Nel suo discorso, mons. Punzo ha invitato i presenti ad impegnarsi a non cadere nell’aridità spirituale e a portare frutti buoni e sensibili nella vita di ogni giorno, ricordando che la Risurrezione di Cristo deve essere il fulcro della fede cristiana. Egli ha sottolineato come la Reliquia di San Gennaro non solo porta unità con la Chiesa di Napoli, ma è essa stessa un segno vivo della testimonianza del santo martire, che invita i credenti a proclamare la bellezza della fede e a vivere come veri figli di Dio.

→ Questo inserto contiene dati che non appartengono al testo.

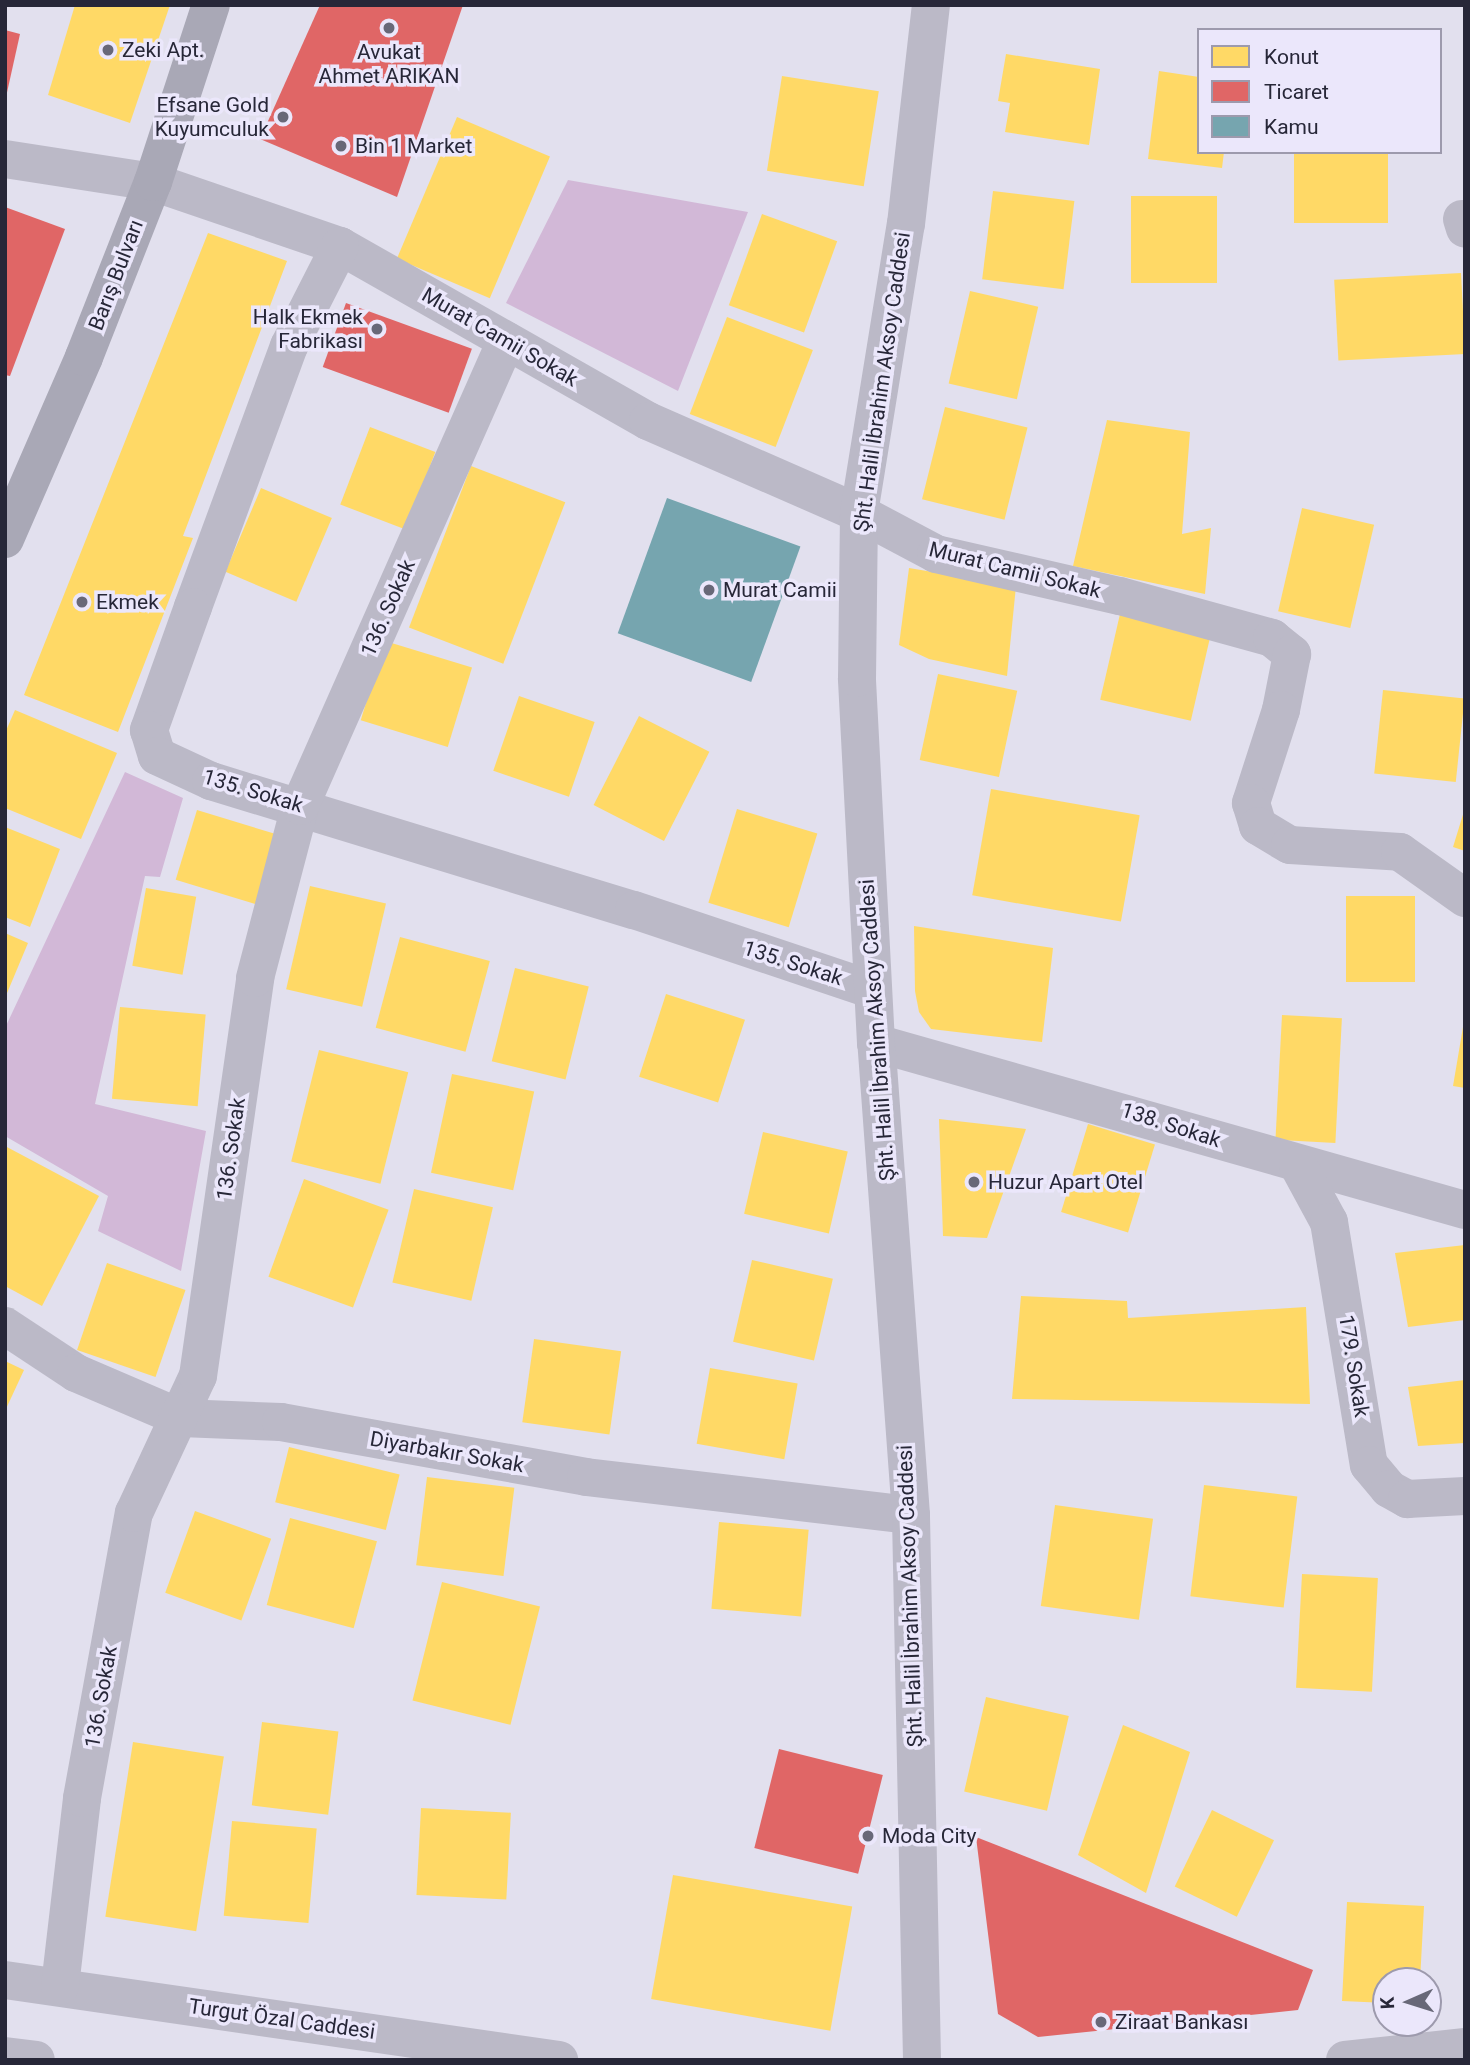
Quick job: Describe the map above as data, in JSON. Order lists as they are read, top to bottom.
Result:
{
  "streets": {
    "main road": ["Barış Bulvarı"],
    "street": [
      "Murat Camii Sokak",
      "Şht. Halil İbrahim Aksoy Caddesi",
      "136. Sokak",
      "135. Sokak",
      "138. Sokak",
      "179. Sokak",
      "Diyarbakır Sokak",
      "Turgut Özal Caddesi"
    ]
  },
  "crossings": [
    ["Barış Bulvarı", "Murat Camii Sokak"],
    ["Murat Camii Sokak", "Şht. Halil İbrahim Aksoy Caddesi"],
    ["Murat Camii Sokak", "136. Sokak"],
    ["Murat Camii Sokak", "135. Sokak"],
    ["Şht. Halil İbrahim Aksoy Caddesi", "135. Sokak"],
    ["Şht. Halil İbrahim Aksoy Caddesi", "138. Sokak"],
    ["Şht. Halil İbrahim Aksoy Caddesi", "Diyarbakır Sokak"],
    ["136. Sokak", "135. Sokak"],
    ["136. Sokak", "Diyarbakır Sokak"],
    ["136. Sokak", "Turgut Özal Caddesi"],
    ["138. Sokak", "179. Sokak"]
  ],
  "places": [
    "Avukat Ahmet ARIKAN",
    "Zeki Apt.",
    "Efsane Gold Kuyumculuk",
    "Bin 1 Market",
    "Halk Ekmek Fabrikası",
    "Murat Camii",
    "Ekmek",
    "Huzur Apart Otel",
    "Moda City",
    "Ziraat Bankası"
  ],
  "legend": ["Konut", "Ticaret", "Kamu"],
  "north": "left"
}
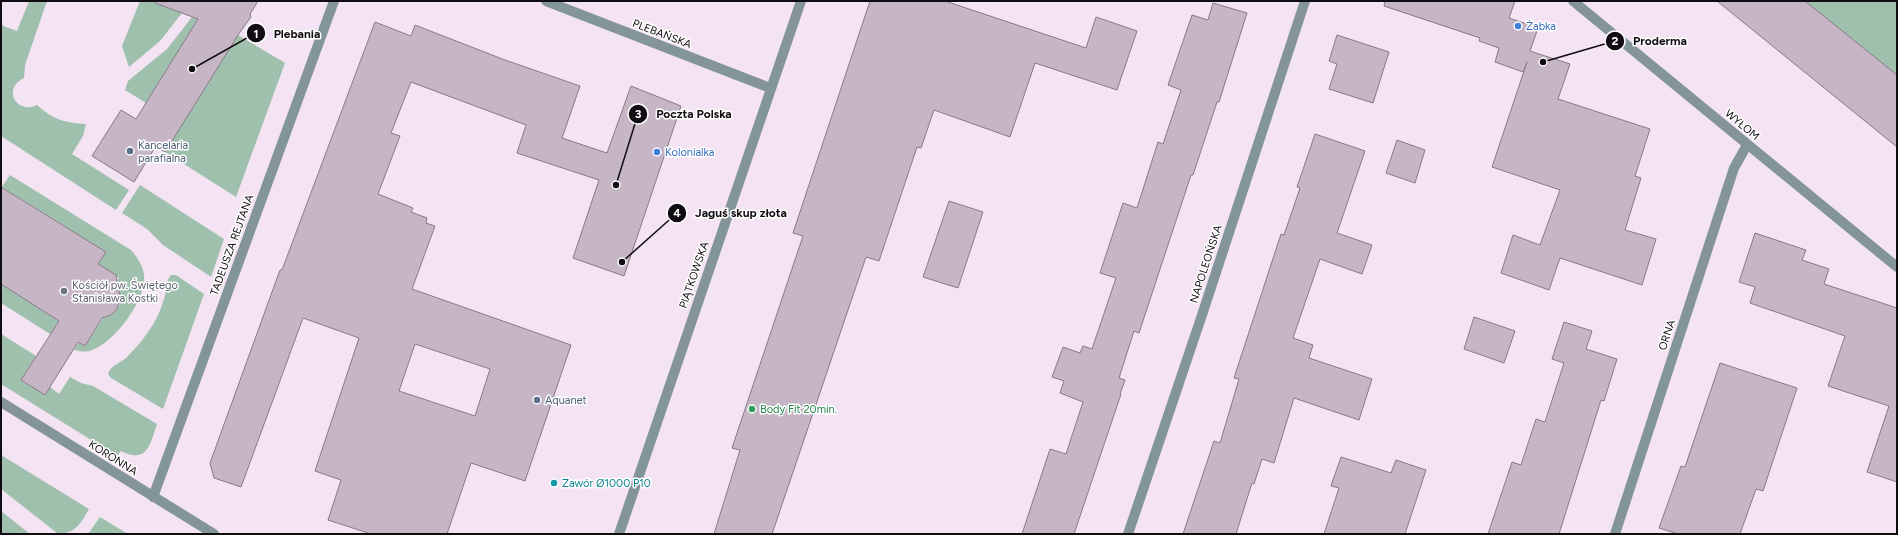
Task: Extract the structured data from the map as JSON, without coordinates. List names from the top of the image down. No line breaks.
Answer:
{"streets":{"street":["PLEBAŃSKA","WYŁOM","TADEUSZA REJTANA","NAPOLEOŃSKA","PIĄTKOWSKA","ORNA","KORONNA"]},"crossings":[["PLEBAŃSKA","PIĄTKOWSKA"],["WYŁOM","ORNA"],["TADEUSZA REJTANA","KORONNA"]],"places":["Żabka","Proderma","Plebania","Kancelaria parafialna","Kolonialka","Poczta Polska","Jaguś skup złota","Kościół pw. Świętego Stanisława Kostki","Aquanet","Body Fit 20min.","Zawór Ø1000 P10"]}
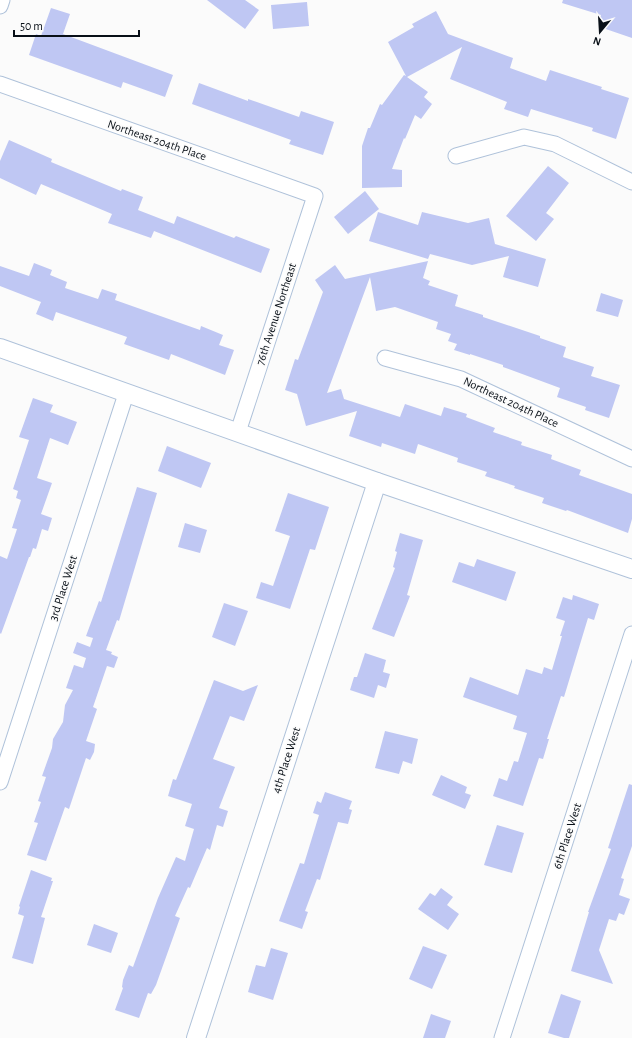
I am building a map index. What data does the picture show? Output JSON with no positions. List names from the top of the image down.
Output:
{
  "streets": {
    "street": [
      "Northeast 204th Place",
      "76th Avenue Northeast",
      "3rd Place West",
      "4th Place West",
      "6th Place West"
    ]
  },
  "crossings": [
    ["Northeast 204th Place", "76th Avenue Northeast"]
  ],
  "scale_bar": "50 m",
  "north": "bottom"
}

Al termine della celebrazione, il parroco don Raffaele ha espresso gratitudine per il dono della Reliquia, ribadendo che questo prezioso segno deve spingere i fedeli a crescere nella fede, nell’unità e nell’impegno verso chi soffre. Don Raffaele ha poi sottolineato l’importanza di confermare la propria fede e di rispecchiare la propria vita nell’esempio di San Gennaro, impegnandoci tutti a costruire una comunità più solidale e amorevole. Ha concluso con un invito a tutti i parrocchiani a vivere come una famiglia unita, dove prevalgano la comprensione, il perdono, l’aiuto reciproco e, soprattutto, l’amore scambievole, che è la legge fondamentale del nostro essere cristiani.

La Reliquia di San Gennaro, segno tangibile della presenza del Santo presso il suo popolo, continuerà a essere per i fedeli un punto di riferimento spirituale e una fonte di ispirazione per vivere una vita cristiana autentica, all’insegna della solidarietà e della carità verso il prossimo.